In quell’incontro i due poeti sembrano volersi bene “a pelle”, hanno vedute simili su certi argomenti, insultano i cronisti: “i giornalisti hanno gli occhi gonfi di cronaca, non sanno né vedere né ascoltare né star zitti. Sono essi che m’hanno dato un sacco di dispiaceri in letteratura. Ma una volta mi ha vendicato un portalettere che spiegò il contenuto della Jeune Parque, meglio d’un critico, ai giornalisti”. Questa testimonianza è raccolta nel volume Valery parente illustre del 1955 edito da Scheiwiller, ma oggi riportata anche in un altro libro prezioso, Un gran debito di mente e di cuore (Franco Angeli, 2016) che raccoglie il carteggio inedito tra Libero de Libero e Alba de Céspedes a cura della professoressa Lucinda Spera.

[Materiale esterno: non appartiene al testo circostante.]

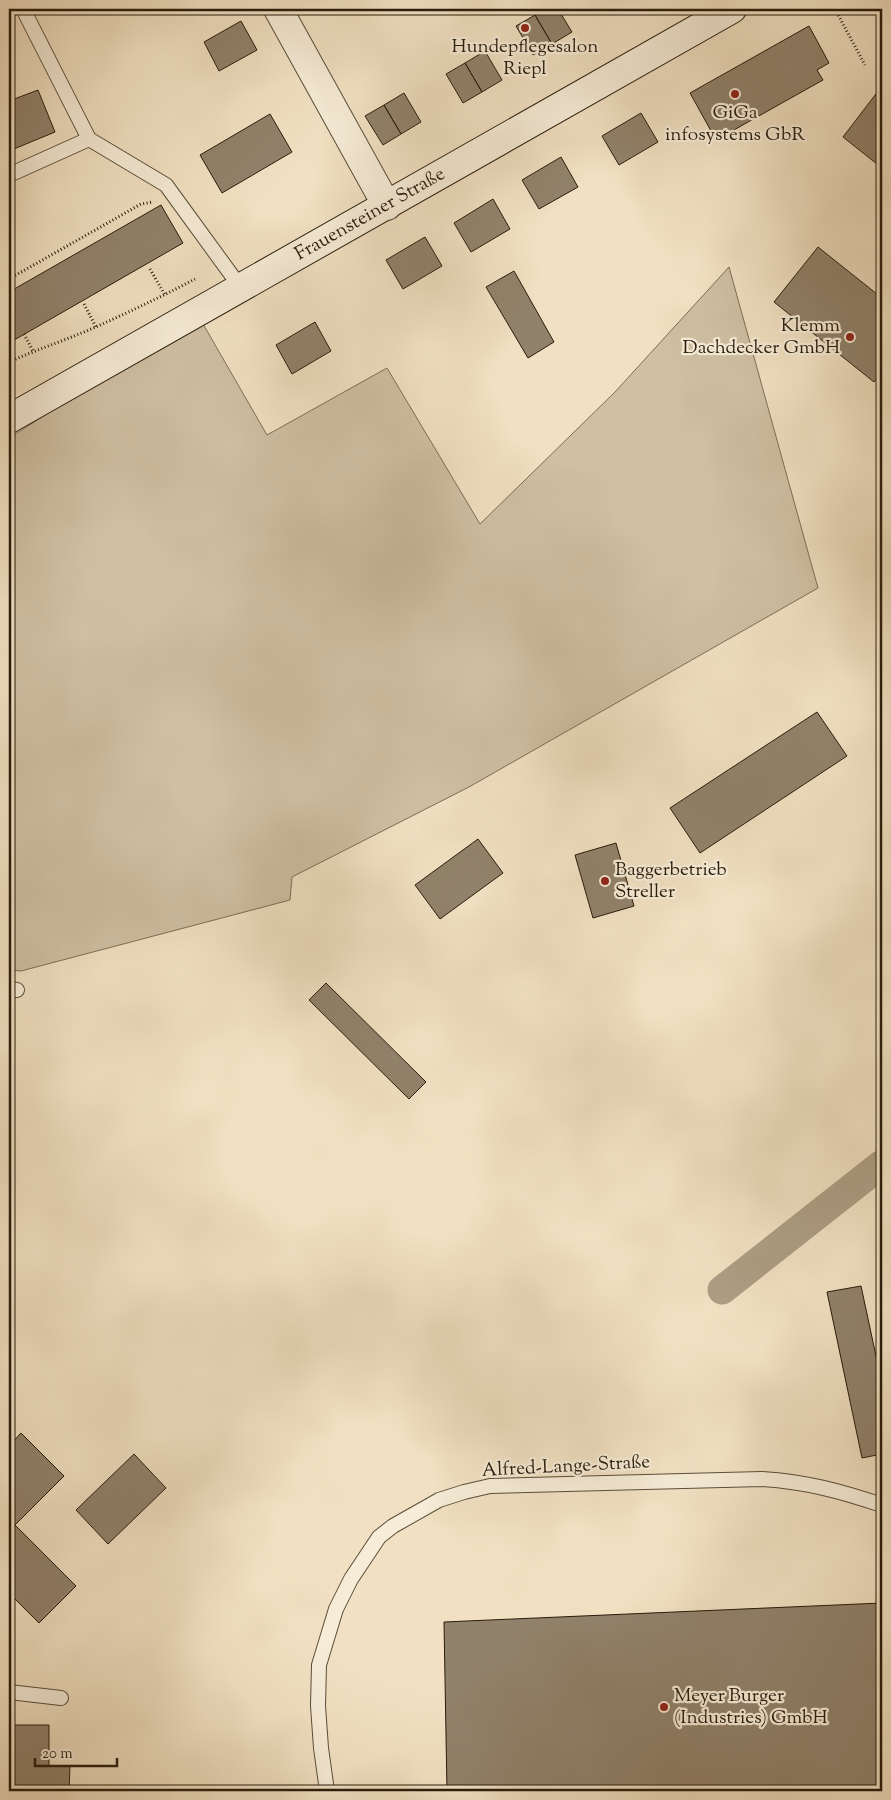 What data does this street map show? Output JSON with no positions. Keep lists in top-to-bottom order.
{
  "streets": {
    "main road": ["Frauensteiner Straße"],
    "lane": ["Alfred-Lange-Straße"]
  },
  "places": [
    "Hundepflegesalon Riepl",
    "GiGa infosystems GbR",
    "Klemm Dachdecker GmbH",
    "Baggerbetrieb Streller",
    "Meyer Burger (Industries) GmbH"
  ],
  "scale_bar": "20 m"
} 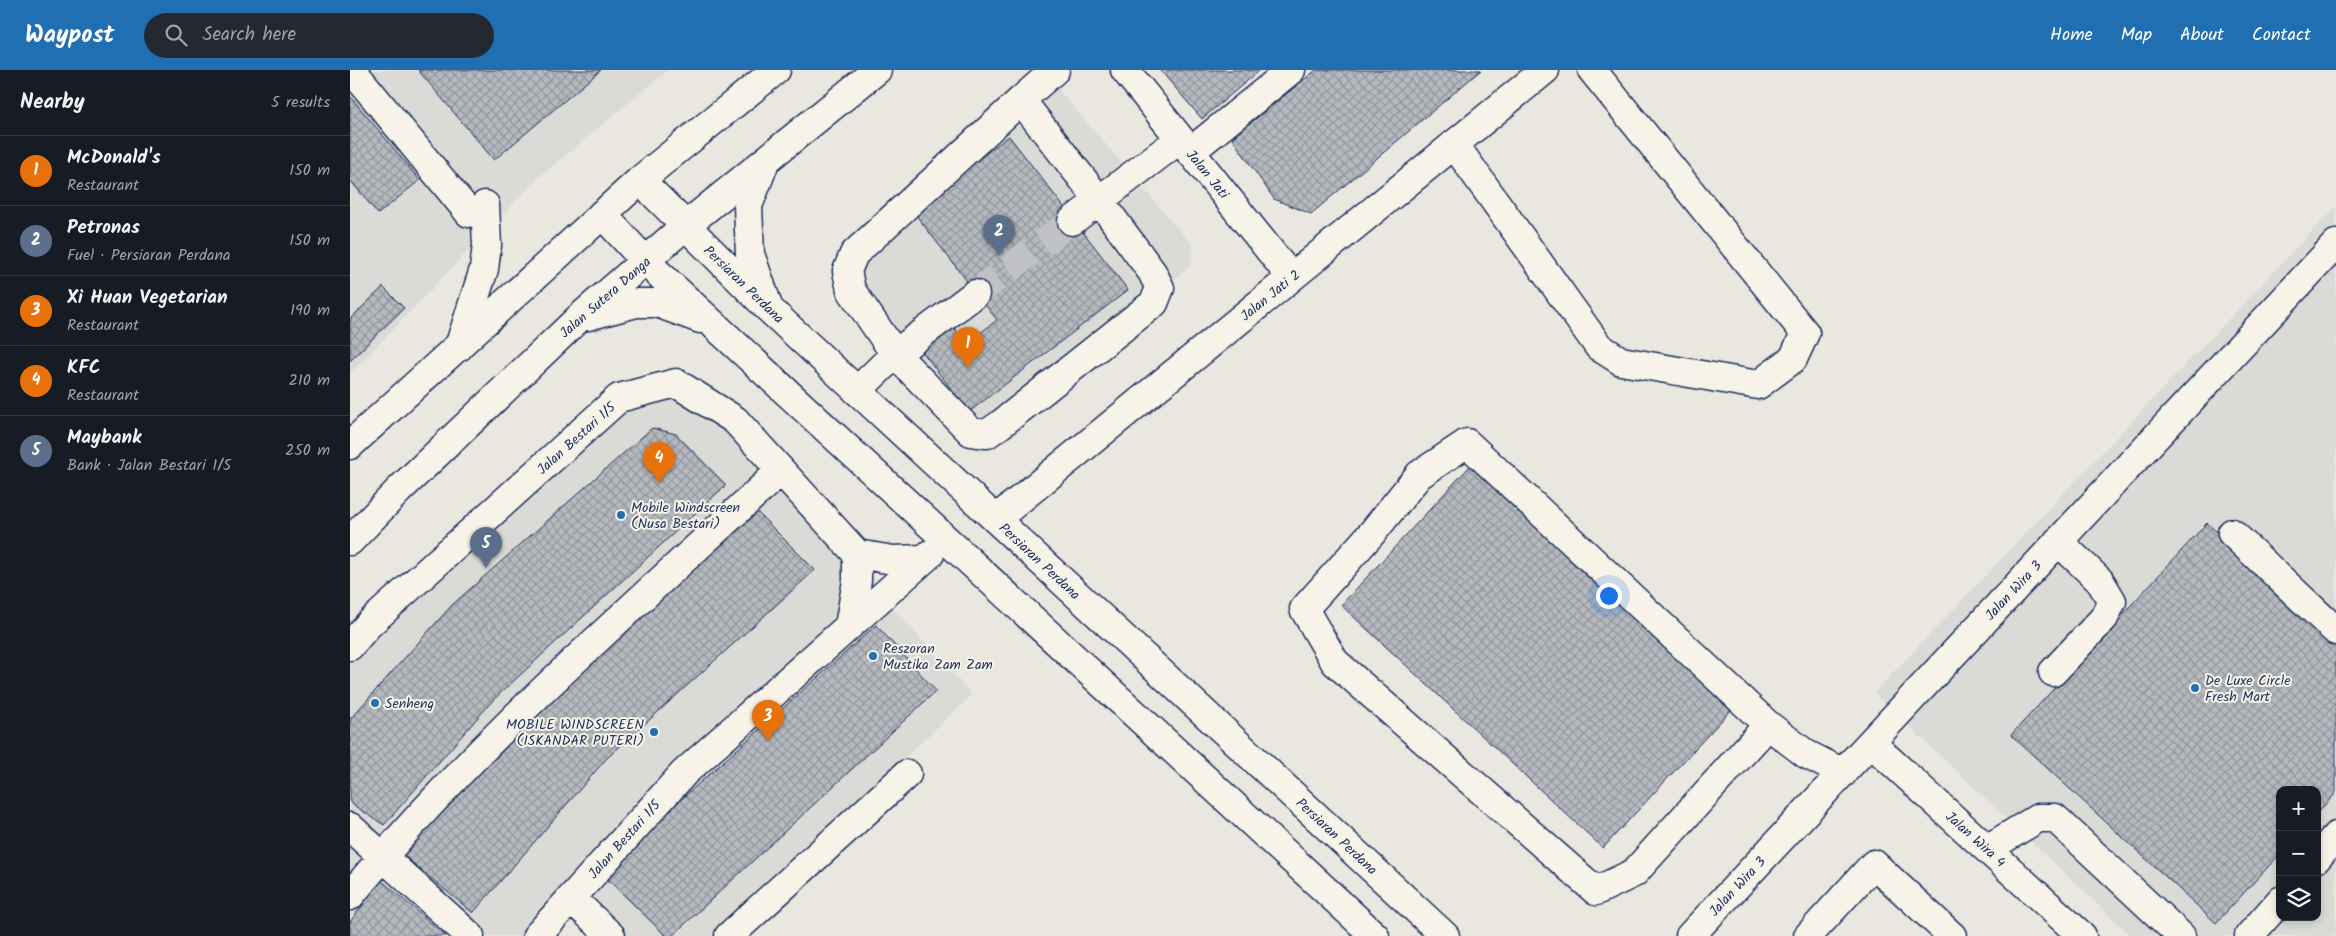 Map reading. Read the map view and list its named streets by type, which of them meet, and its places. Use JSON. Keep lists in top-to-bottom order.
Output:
{
  "streets": {
    "street": [
      "Jalan Jati",
      "Persiaran Perdana",
      "Jalan Jati 2",
      "Jalan Sutera Danga",
      "Jalan Bestari 1/5",
      "Jalan Wira 3",
      "Jalan Wira 4"
    ]
  },
  "crossings": [
    ["Jalan Jati", "Jalan Jati 2"],
    ["Persiaran Perdana", "Jalan Jati 2"],
    ["Persiaran Perdana", "Jalan Sutera Danga"],
    ["Jalan Wira 3", "Jalan Wira 4"]
  ],
  "places": [
    "Mobile Windscreen (Nusa Bestari)",
    "Reszoran Mustika Zam Zam",
    "De Luxe Circle Fresh Mart",
    "Senheng",
    "MOBILE WINDSCREEN (ISKANDAR PUTERI)"
  ],
  "page": {
    "header": "Waypost",
    "search": "Search here",
    "nav": [
      "Home",
      "Map",
      "About",
      "Contact"
    ],
    "heading": ["Nearby", "5 results"],
    "list": [
      {
        "mark": "1",
        "name": "McDonald's",
        "note": "Restaurant",
        "value": "150 m"
      },
      {
        "mark": "2",
        "name": "Petronas",
        "note": "Fuel · Persiaran Perdana",
        "value": "150 m"
      },
      {
        "mark": "3",
        "name": "Xi Huan Vegetarian",
        "note": "Restaurant",
        "value": "190 m"
      },
      {
        "mark": "4",
        "name": "KFC",
        "note": "Restaurant",
        "value": "210 m"
      },
      {
        "mark": "5",
        "name": "Maybank",
        "note": "Bank · Jalan Bestari 1/5",
        "value": "250 m"
      }
    ],
    "pins": [
      "2",
      "1",
      "4",
      "5",
      "3"
    ],
    "map_buttons": ["+", "−"]
  }
} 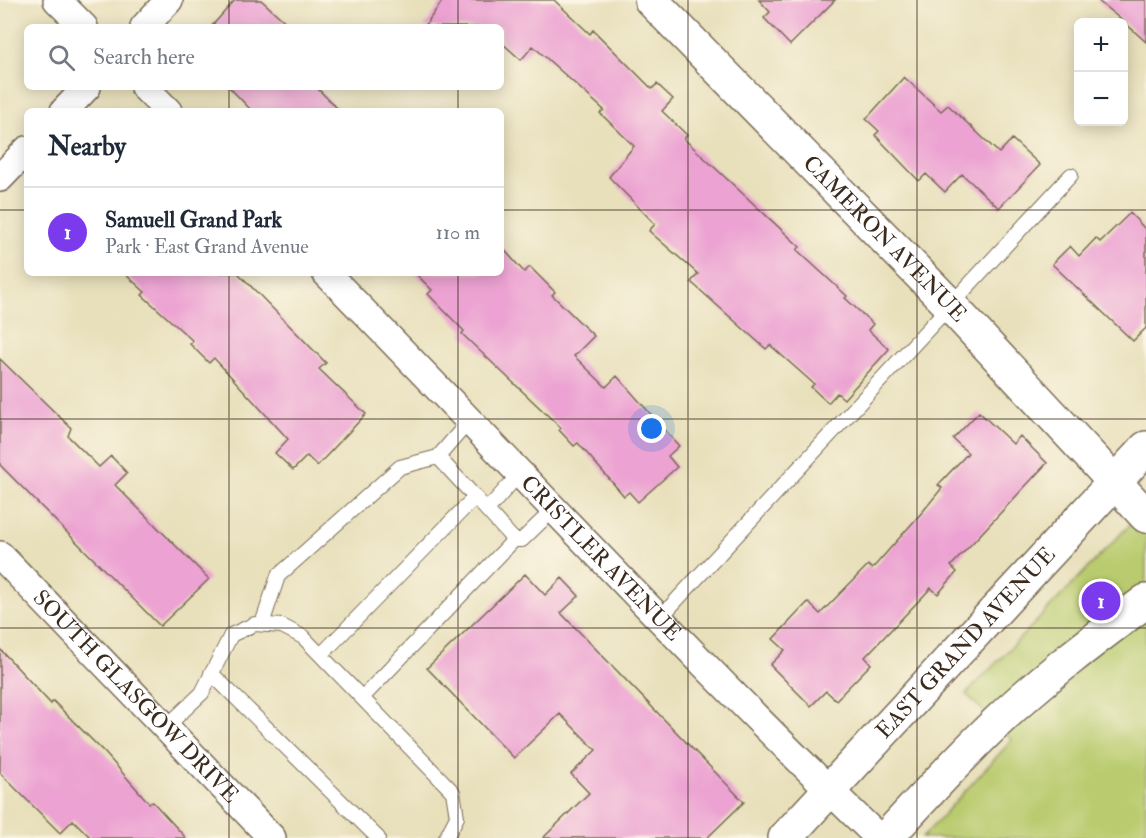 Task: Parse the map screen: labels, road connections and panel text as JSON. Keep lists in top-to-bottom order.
{
  "streets": {
    "main road": ["CAMERON AVENUE", "EAST GRAND AVENUE"],
    "street": ["CRISTLER AVENUE", "SOUTH GLASGOW DRIVE"]
  },
  "crossings": [
    ["CAMERON AVENUE", "EAST GRAND AVENUE"],
    ["CRISTLER AVENUE", "EAST GRAND AVENUE"]
  ],
  "page": {
    "map_buttons": ["+", "−"],
    "search": "Search here",
    "heading": "Nearby",
    "list": [
      {
        "mark": "1",
        "name": "Samuell Grand Park",
        "note": "Park · East Grand Avenue",
        "value": "110 m"
      }
    ],
    "pins": "1"
  }
}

Nel 1945, infatti, de Libero aveva pubblicato una prima stesura del suo racconto di Valery sulla rivista Mercurio della de Céspedes: “A causa di questa rivista che mi ha avvicinato a lei, ho potuto incontrarla spesso, parlarle, diventarle amico. Si è sempre amici d’una bella donna. Ma A. non è soltanto una bella donna, anzi la bella donna viene dopo le sue qualità di mente e di cuore” (ancora dal diario, Borrador).
Il carteggio è intenso e molto lungo, percorre quasi una vita intera, dal 1944 al 1977. “De Libero era una presenza significativa – spiega Lucinda Spera – ma l’ho capito solo da questo carteggio così duraturo. Da studiosa di Alba mi sono incuriosita, non avevo mai immaginato di lavorare su de Libero. Poi mi sono innamorata della sua eleganza e signorilità. Riesce a fare un salto intellettuale notevolissimo, dalla provincia a Roma. Tra i due c’era qualcosa di molto forte, una vera passione, anche se mai sessuale: sicuramente una complicità di affetti, un sentimento che li ha legati profondamente»”
Si scrivono come due amanti. De Libero le racconta della stagione estiva: “Signo’, come sta? (…) Ho avuto una orribile estate, salatissima e tutta a scogli, e ora i miei nervi sono scorticati. (…)Non sente un moscone nella stanza? Non lo scacci, sono io”. Lei pure, da L’Avana, ma con una frase che sembra un tweet: “Signo’, come sono lontana…”. Chiede conforto, Alba, da Washington: “il silenzio nel quale vivo mi schianta: se almeno potessi tacere! Sono obbligata a un linguaggio che non è il mio, a rivolgere attenzione a cose che non m’interessano, a fingermi altra, sempre altra, a tutte le ore altra. Se lei m’incontrasse, mi sentisse parlare, non mi riconoscerebbe. Alla fine della giornata sono affranta, sfinita, e aspetto il sonno, il buio il nulla del sonno come l’arrivo di un amico”. Libero vorrebbe rincuorarla: “Si tenga il mio sacchetto di saluti come tanti cioccolatini”, ma lei è inconsolabile: “Quando mio padre vide che incominciavo a scrivere poesie – avevo 5 anni – “pobrecita” mi disse e aggiunse, come Eleonora ‘avrei voluto che tu fossi una bambina felice’”.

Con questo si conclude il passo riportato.